▶ [Exercise instructions]
The answer must be an exact copy of the entries that follow, with all images removed.

----

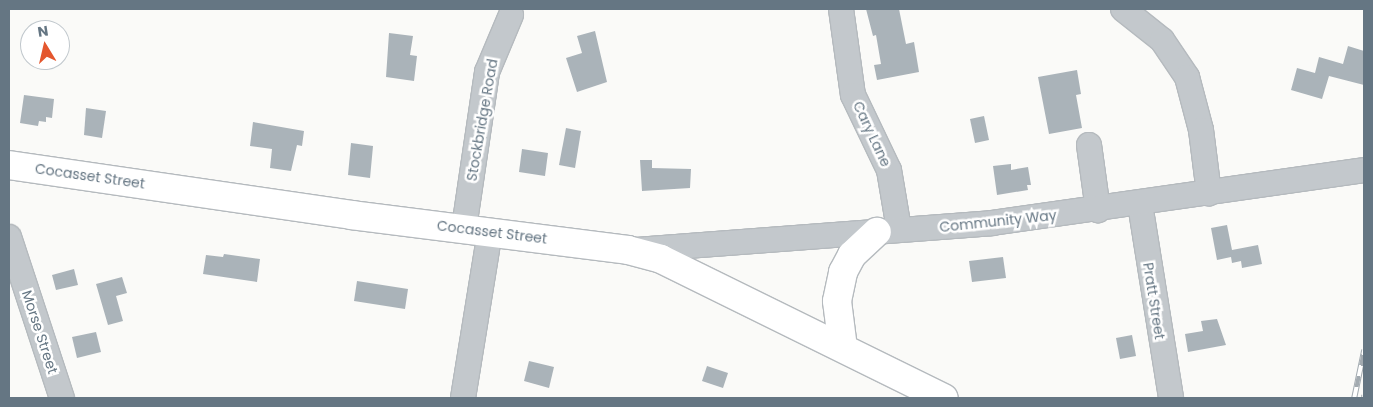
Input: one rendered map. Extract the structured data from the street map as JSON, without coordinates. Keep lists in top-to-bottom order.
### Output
{
  "streets": {
    "main road": ["Cocasset Street"],
    "street": [
      "Stockbridge Road",
      "Cary Lane",
      "Community Way",
      "Pratt Street",
      "Morse Street"
    ]
  },
  "crossings": [
    ["Stockbridge Road", "Cocasset Street"],
    ["Cary Lane", "Community Way"],
    ["Cocasset Street", "Community Way"],
    ["Community Way", "Pratt Street"]
  ],
  "north": "top"
}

----

▶ [Answer]
Input: one rendered map. Extract the structured data from the street map as JSON, without coordinates. Keep lists in top-to-bottom order.
### Output
{
  "streets": {
    "main road": ["Cocasset Street"],
    "street": [
      "Stockbridge Road",
      "Cary Lane",
      "Community Way",
      "Pratt Street",
      "Morse Street"
    ]
  },
  "crossings": [
    ["Stockbridge Road", "Cocasset Street"],
    ["Cary Lane", "Community Way"],
    ["Cocasset Street", "Community Way"],
    ["Community Way", "Pratt Street"]
  ],
  "north": "top"
}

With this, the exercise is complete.